Several additional and now extinct South Cushitic languages are deduced from their influence on the Bantu languages that replaced them.[7] Two of these, Taita Cushitic, appear to have been more distinct from the current Rift languages than other related languages. They are similar to an earlier form of Rift, which Nurse (1988) calls "Greater Rift".[8]

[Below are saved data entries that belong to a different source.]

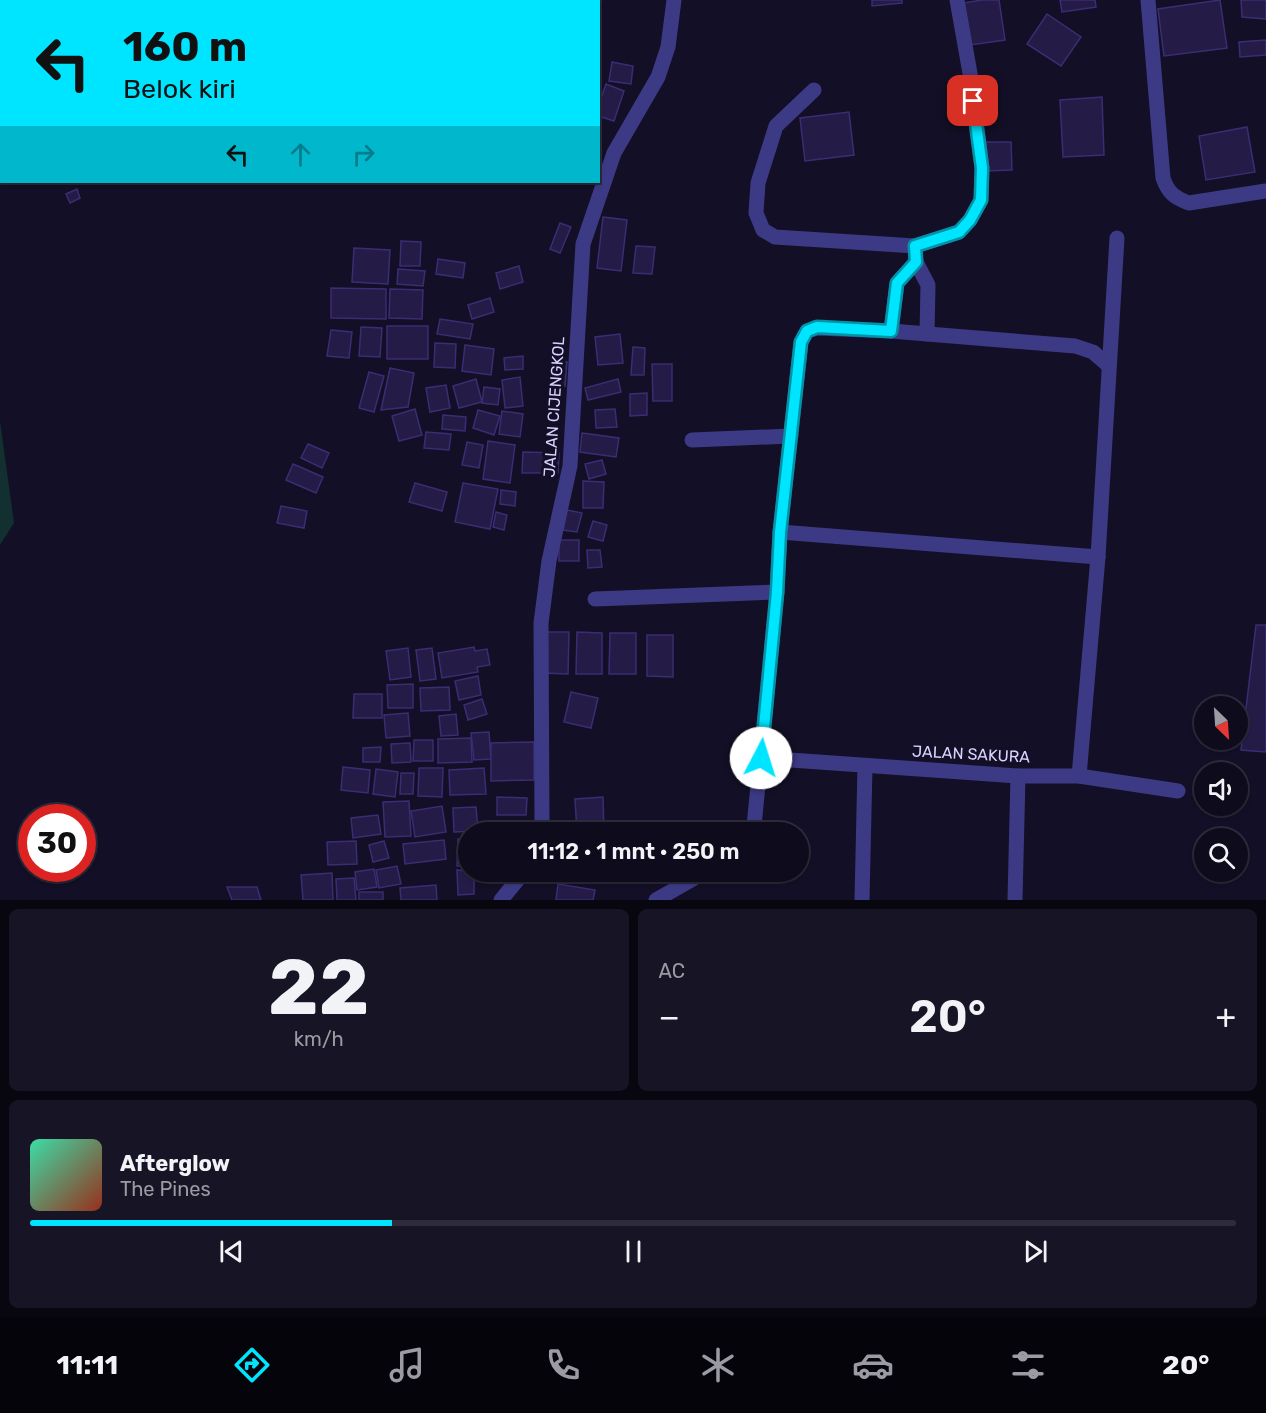 <!DOCTYPE html>
<html lang="id">
<head>
<meta charset="utf-8">
<style>
	:root { --surface:#0e0b1c; --page:#171425; --text:#f1f3f6; --muted:#9b9ba3; --line:#2e2b3b; --accent:#00e5ff }
	body { margin:0; font-family:Rubik,sans-serif; background:var(--page); color:var(--text); height:100vh; display:flex; flex-direction:column; font-size:22px; white-space:nowrap }
	* { box-sizing:border-box; margin:0 }
	p { font-size:20px; color:var(--muted) }
	.icon { flex:none; width:33px; height:33px; fill:none; stroke:currentColor; stroke-width:2; stroke-linecap:round; stroke-linejoin:round }
	.map { position:relative; height:900px; overflow:hidden }
	.panel { display:flex; flex-direction:column; gap:9px; padding:9px; background:#08060f; flex:1 }
	.panel>* { flex:none }
	.guide { position:absolute; left:0px; top:0px; width:600px; height:183px; box-shadow:0 2px 4px #0004,0 0 0 2px var(--line); background:#00e5ff; color:#111; overflow:hidden }
	.needle { width:39px; rotate:155deg }
	.controls { position:absolute; left:1194px; top:696px; display:grid; gap:12px }
	.controls a { display:grid; place-items:center; width:54px; height:54px; border-radius:50%; background:var(--surface); box-shadow:0 2px 4px #0004,0 0 0 2px var(--line); font-size:30px }
	.speed { position:absolute; left:18px; top:804px; display:flex; gap:12px; font-size:30px; font-weight:700; text-align:center }
	.speed>* { display:grid; place-content:center; width:78px; height:78px; border-radius:50%; background:var(--surface); box-shadow:0 2px 4px #0004,0 0 0 2px var(--line); line-height:1 }
	.speed .limit { border:9px solid #d22; background:#fff; color:#111 }
	.pin { position:absolute; display:grid; place-items:center; width:51px; height:51px; color:#fff; margin:-26px; border-radius:12px; box-shadow:0 3px 9px #0006 }
	.me { position:absolute; width:66px; margin:-33px; rotate:5deg; stroke-linejoin:round; filter:drop-shadow(0 0 4px #0008) }
	.turn { display:flex; align-items:center; gap:21px; height:126px; padding:0 24px; font-size:27px }
	.turn .icon { width:78px; height:78px; stroke-width:2.5 }
	.turn b { display:block; font-size:42px; line-height:51px }
	.lanes { display:flex; align-items:center; height:57px; padding:0 24px; background:#0003; justify-content:center; gap:30px; direction:ltr }
	.lanes .off { opacity:.35 }
	.big { font-size:45px; font-weight:600; line-height:1.1 }
	.panel .card { flex:1; display:flex; flex-direction:column; justify-content:center; gap:9px; min-width:0; padding:0 21px; border-radius:9px; background:var(--page) }
	.panel .dial { align-items:center; gap:0 }
	.dial b { font-size:78px; line-height:1 }
	.song { display:flex; align-items:center; gap:18px }
	.cover { width:72px; height:72px; border-radius:9px; background:linear-gradient(135deg,hsl(160 70% 55%),hsl(10 70% 35%)) }
	.played { height:6px; border-radius:3px; background:linear-gradient(90deg,var(--accent) 30%,var(--line) 30%) }
	.keys { display:flex; justify-content:space-around; direction:ltr }
	.heat { display:flex; justify-content:space-between; align-items:center; font-size:33px; direction:ltr }
	.panel .tiles { flex:1; display:grid; gap:9px; grid-template-columns:1fr 1fr }
	.card:last-child { grid-column:span 2 }
	.trip { position:absolute; left:458px; top:822px; width:351px; height:60px; border-radius:30px; background:var(--surface); box-shadow:0 2px 4px #0004,0 0 0 2px var(--line); font-weight:600; line-height:60px; text-align:center }
	.menu { display:flex; height:96px; justify-content:space-around; align-items:center; background:#06040b; color:var(--muted) }
	.menu .icon { width:42px; height:42px }
	.menu .active { color:var(--accent) }
	.menu b { font-size:27px; color:var(--text) }
	.map>svg:first-child { display:block }
</style>
</head>
<body>
<div class="map">
<svg width="1266" height="900" viewBox="0 0 1266 900">
	<rect width="100%" height="100%" fill="#130f26"/>
	<polygon fill="#12302f" points="0,421 14,523 0,545"/>
	<g fill="#241b47" stroke="#3b2d73" stroke-width="1.5">
		<polygon points="872,0 902,0 902,3 872,6"/>
		<polygon points="982,0 999,0 1005,40 970,45 963,3"/>
		<polygon points="1060,0 1095,0 1096,7 1062,12"/>
		<polygon points="1220,0 1227,48 1164,56 1158,9"/>
		<polygon points="1241,0 1266,0 1266,19 1242,17"/>
		<polygon points="1047,14 1081,37 1061,66 1027,44"/>
		<polygon points="1266,40 1266,55 1240,57 1239,42"/>
		<polygon points="612,62 633,66 631,84 609,81"/>
		<polygon points="606,84 624,91 614,121 598,116 598,107"/>
		<polygon points="1102,97 1104,155 1063,157 1060,100"/>
		<polygon points="849,112 854,155 805,161 800,118"/>
		<polygon points="1247,127 1255,172 1206,180 1199,136"/>
		<polygon points="986,142 1011,142 1012,170 986,171"/>
		<polygon points="77,189 80,198 70,203 66,194"/>
		<polygon points="603,217 627,220 621,271 597,268"/>
		<polygon points="560,223 571,227 560,253 550,249"/>
		<polygon points="401,241 421,242 420,266 400,266"/>
		<polygon points="636,246 655,247 652,274 633,273"/>
		<polygon points="354,248 390,250 388,284 352,282"/>
		<polygon points="438,259 465,263 463,278 436,274"/>
		<polygon points="519,266 523,282 500,289 496,273"/>
		<polygon points="398,269 425,271 423,286 397,284"/>
		<polygon points="331,288 386,289 386,319 331,318"/>
		<polygon points="390,289 423,290 422,319 389,318"/>
		<polygon points="490,298 494,312 472,319 468,305"/>
		<polygon points="440,319 473,324 470,339 437,334"/>
		<rect x="387" y="326" width="41" height="33"/>
		<polygon points="361,327 382,328 380,357 359,356"/>
		<polygon points="331,330 352,332 349,358 327,356"/>
		<polygon points="620,334 623,363 598,365 595,337"/>
		<polygon points="435,343 456,344 455,368 434,367"/>
		<polygon points="465,345 494,349 491,375 462,371"/>
		<polygon points="633,347 645,348 644,375 631,375"/>
		<polygon points="523,356 523,369 505,370 504,358"/>
		<polygon points="555,361 567,362 565,386 553,385"/>
		<polygon points="652,364 672,364 672,401 653,401"/>
		<polygon points="390,368 414,373 408,407 381,410"/>
		<polygon points="369,372 384,376 374,412 359,408"/>
		<polygon points="520,377 523,406 505,408 502,380"/>
		<polygon points="476,379 482,402 459,408 453,386"/>
		<polygon points="618,379 621,392 588,400 585,388"/>
		<polygon points="446,385 450,408 430,412 426,388"/>
		<polygon points="484,387 500,389 498,405 482,403"/>
		<polygon points="647,393 647,415 630,416 630,394"/>
		<polygon points="415,409 422,435 399,441 392,416"/>
		<polygon points="615,409 617,427 596,428 595,410"/>
		<polygon points="478,410 500,416 494,435 473,428"/>
		<polygon points="502,411 523,414 520,437 499,434"/>
		<polygon points="443,415 466,417 465,431 442,429"/>
		<polygon points="426,432 451,434 449,450 424,448"/>
		<polygon points="582,433 619,438 616,457 580,452"/>
		<polygon points="488,441 515,445 510,483 483,479"/>
		<polygon points="467,442 483,445 479,468 462,465"/>
		<polygon points="308,444 329,453 322,468 301,458"/>
		<polygon points="523,452 559,453 558,473 522,473"/>
		<polygon points="602,460 606,474 589,479 585,464"/>
		<polygon points="293,464 323,477 316,493 286,480"/>
		<polygon points="583,481 604,482 603,508 583,508"/>
		<polygon points="415,483 447,492 442,511 409,502"/>
		<polygon points="463,483 498,489 490,529 455,522"/>
		<polygon points="501,490 516,492 515,506 500,504"/>
		<polygon points="281,506 307,511 304,528 277,523"/>
		<polygon points="567,510 582,513 577,532 563,530"/>
		<polygon points="496,512 507,515 504,530 493,527"/>
		<polygon points="593,521 607,525 603,541 588,537"/>
		<rect x="559" y="540" width="20" height="21"/>
		<polygon points="587,550 600,550 602,567 588,568"/>
		<polygon points="1256,625 1266,625 1266,752 1241,750"/>
		<polygon points="543,632 569,632 568,674 542,673"/>
		<polygon points="577,632 602,633 602,674 576,674"/>
		<polygon points="610,633 636,633 636,674 609,674"/>
		<polygon points="647,635 673,635 673,677 647,676"/>
		<polygon points="474,647 475,651 487,649 490,665 477,667 478,672 442,678 438,653"/>
		<polygon points="408,648 411,677 390,680 386,651"/>
		<polygon points="432,648 436,679 420,681 416,650"/>
		<polygon points="478,676 481,695 459,700 455,681"/>
		<polygon points="413,684 413,708 388,708 387,685"/>
		<polygon points="449,687 450,710 421,711 420,688"/>
		<polygon points="571,692 598,698 591,728 564,722"/>
		<polygon points="354,694 382,694 382,718 353,718"/>
		<polygon points="482,699 487,714 468,720 464,705"/>
		<polygon points="408,713 410,736 386,738 384,715"/>
		<polygon points="456,714 458,735 441,736 439,716"/>
		<polygon points="489,732 491,759 474,760 471,733"/>
		<polygon points="471,738 472,762 438,763 438,739"/>
		<polygon points="414,740 433,740 433,761 413,761"/>
		<polygon points="534,742 534,780 491,781 491,743"/>
		<polygon points="410,743 411,762 392,763 391,744"/>
		<polygon points="381,747 380,762 363,762 363,748"/>
		<polygon points="343,767 370,770 368,793 341,790"/>
		<polygon points="419,768 443,768 442,797 418,796"/>
		<polygon points="484,768 486,794 450,795 449,770"/>
		<polygon points="376,769 398,772 395,797 373,794"/>
		<polygon points="401,773 414,773 413,794 400,794"/>
		<polygon points="497,797 527,798 526,815 497,815"/>
		<polygon points="603,797 604,832 577,832 575,799"/>
		<polygon points="409,801 411,836 385,837 383,802"/>
		<polygon points="442,806 446,832 415,837 411,811"/>
		<polygon points="476,807 478,831 454,832 453,808"/>
		<polygon points="378,815 381,834 353,838 351,818"/>
		<rect x="501" y="825" width="24" height="7"/>
		<polygon points="458,839 468,840 468,866 457,866"/>
		<polygon points="444,840 446,859 405,864 403,844"/>
		<polygon points="356,841 357,864 328,865 327,842"/>
		<polygon points="384,841 389,858 373,862 369,845"/>
		<polygon points="397,866 401,884 379,888 376,870"/>
		<polygon points="374,869 377,887 357,890 355,872"/>
		<polygon points="457,870 474,872 474,894 458,895"/>
		<polygon points="332,873 333,900 303,900 301,875"/>
		<polygon points="354,878 356,900 337,900 336,879"/>
		<polygon points="558,884 595,890 593,900 556,900"/>
		<polygon points="436,885 437,900 401,900 400,888"/>
		<polygon points="227,887 257,887 261,900 232,900"/>
		<rect x="359" y="892" width="24" height="8"/>
	</g>
	<g fill="none" stroke-linecap="round" stroke-linejoin="round">
		<g stroke="#3d3a85" stroke-width="15">
			<path d="M1148,0L1163,178C1168,193 1175,198 1189,203L1266,191"/>
			<polyline points="814,90 776,126 758,183 756,213 763,230 775,237 915,246 959,232 970,220 981,200 982,168 971,79 957,0"/>
			<polyline points="915,246 916,262 928,285 927,334"/>
			<polyline points="891,331 897,283 916,262"/>
			<polyline points="692,440 791,436"/>
			<polyline points="780,532 1098,557"/>
			<polyline points="595,599 777,592"/>
			<polyline points="761,758 1018,776 1079,776 1178,791"/>
			<polyline points="1079,776 1098,557 1117,238"/>
			<polyline points="539,832 542,825 541,623 549,561 570,466 583,244 614,153 658,77 668,47 674,0"/>
			<polyline points="751,832 754,826 777,592 780,532 801,342 807,331 817,328 891,331 1075,346 1093,352 1108,365"/>
			<polyline points="501,900 524,872"/>
			<polyline points="656,900 705,872"/>
			<polyline points="862,900 865,766"/>
			<polyline points="1015,900 1018,776"/>
		</g>
	</g>
	<g fill="none" stroke-linecap="round" stroke-linejoin="round">
		<defs>
			<polyline id="route" points="761,758 777,592 780,532 801,342 807,331 817,327 891,331 897,283 916,262 915,246 959,232 970,220 981,200 982,168 973,101"/>
		</defs>
		<use href="#route" stroke="#0095a6" stroke-width="15"/>
		<use href="#route" stroke="#00e5ff" stroke-width="10"/>
	</g>
	<g text-anchor="middle" dominant-baseline="central" stroke-width="6" stroke-linejoin="round" paint-order="stroke">
		<g font-size="16" fill="#d9d4ff" stroke="#130f26">
			<text transform="translate(554 407) rotate(-86)">JALAN CIJENGKOL</text>
			<text transform="translate(971 754) rotate(3)">JALAN SAKURA</text>
		</g>
	</g>
</svg>
<div class="controls">
<a><svg class="needle" viewBox="-14 -14 28 28"><path d="M0-13l5 13h-10z" fill="#e53935"/><path d="M0 13l5-13h-10z" fill="#9b9ba3"/></svg></a>
<a><svg class="icon" aria-label="sound" viewBox="0 0 24 24"><path d="M4 9h4l5-4v14l-5-4H4zM17 9q2 3 0 6"/></svg></a>
<a><svg class="icon" aria-label="search" viewBox="0 0 24 24"><circle cx="10" cy="10" r="6"/><path d="M15 15l6 6"/></svg></a>
</div>
<div class="speed"><div class="limit">30</div></div>
<div class="pin" style="left:973px;top:101px;background:#d93025"><svg class="icon" aria-label="arrive" viewBox="0 0 24 24"><path d="M6 21V4h12l-3 4 3 4H6"/></svg></div>
<svg class="me" style="left:761px;top:758px" viewBox="-20 -20 40 40"><circle r="19" fill="#fff"/><path d="M0-13L10 11 0 6-10 11z" fill="#00e5ff"/></svg>
<div class="trip">11:12 · 1 mnt · 250 m</div>
<div class="guide">
<div class="turn"><svg class="icon" aria-label="left" viewBox="0 0 24 24"><path d="M17 20v-9H6M10 6l-5 5 5 5"/></svg><div><b>160 m</b>Belok kiri</div></div>
<div class="lanes"><svg class="icon" aria-label="left" viewBox="0 0 24 24"><path d="M17 20v-9H6M10 6l-5 5 5 5"/></svg><svg class="icon off" aria-label="ahead" viewBox="0 0 24 24"><path d="M12 20V5M6 11l6-6 6 6"/></svg><svg class="icon off" aria-label="right" viewBox="0 0 24 24"><path d="M7 20v-9h11M14 6l5 5-5 5"/></svg></div>
</div>
</div>
<section class="panel">
<div class="tiles">
<div class="card dial"><b>22</b><p>km/h</p></div>
<div class="card"><p>AC</p>
<div class="heat"><a>−</a><b class="big">20°</b><a>+</a></div>
</div>
<div class="card">
<div class="song"><i class="cover"></i><div><b>Afterglow</b><p>The Pines</p></div></div>
<div class="played"></div>
<div class="keys"><svg class="icon" aria-label="previous" viewBox="0 0 24 24"><path d="M18 5L8 12l10 7zM5 5v14"/></svg><svg class="icon" aria-label="pause" viewBox="0 0 24 24"><path d="M8 5v14M16 5v14"/></svg><svg class="icon" aria-label="next" viewBox="0 0 24 24"><path d="M6 5l10 7-10 7zM19 5v14"/></svg></div>
</div>
</div>
</section>
<nav class="menu">
<b>11:11</b>
<svg class="icon active" aria-label="directions" viewBox="0 0 24 24"><path d="M12 3l9 9-9 9-9-9zM9 14v-3h6M13 9l2 2-2 2"/></svg>
<svg class="icon" aria-label="music" viewBox="0 0 24 24"><path d="M9 18V5l10-2v13"/><circle cx="6" cy="18" r="3"/><circle cx="16" cy="16" r="3"/></svg>
<svg class="icon" aria-label="phone" viewBox="0 0 24 24"><path d="M5 4h4l2 5-3 2q2 4 5 5l2-3 5 2v4C11 20 4 13 5 4z"/></svg>
<svg class="icon" aria-label="climate" viewBox="0 0 24 24"><path d="M12 3v18M4 7l16 10M4 17L20 7"/></svg>
<svg class="icon" aria-label="car" viewBox="0 0 24 24"><path d="M5 17H2v-5l4-1 3-4h7l3 4 3 1v5h-3M9 17h6M6 11h13"/><circle cx="7" cy="17" r="2"/><circle cx="17" cy="17" r="2"/></svg>
<svg class="icon" aria-label="filters" viewBox="0 0 24 24"><path d="M4 7h16M4 17h16"/><circle cx="9" cy="7" r="2"/><circle cx="15" cy="17" r="2"/></svg>
<b>20°</b>
</nav>
</body>
</html>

There was a now-extinct member of the West Rift branch of south Cushitic that Christopher Ehret named "Tale" (pronounced Tah-lay), and Derek Nurse called it simply "West Rift southern Cushites." The Tale southern Cushites originated south of the Grumeti River in the Mara region and then expanded westward across the Mara plain, stretching their territory across north-central Tanzania (avoiding the lowlands of the southern and western lakeshore and making use of ecological zones suitable for their pastoralism south of Lake Victoria) and then expanded north into the Kagera Region, following both banks of the Kagera river until the southern side of the Kagera river became their northern boundary. The Tale peoples spoke 3 or more different dialects of their languages.[9][10][11][12][13][14]

The Iringa Southern Cushites are another extinct south Cushitic branch that migrated to the northern parts of Tanzania's southern highlands before the first millennium AD. They are named after the Iringa Region of Tanzania.[15]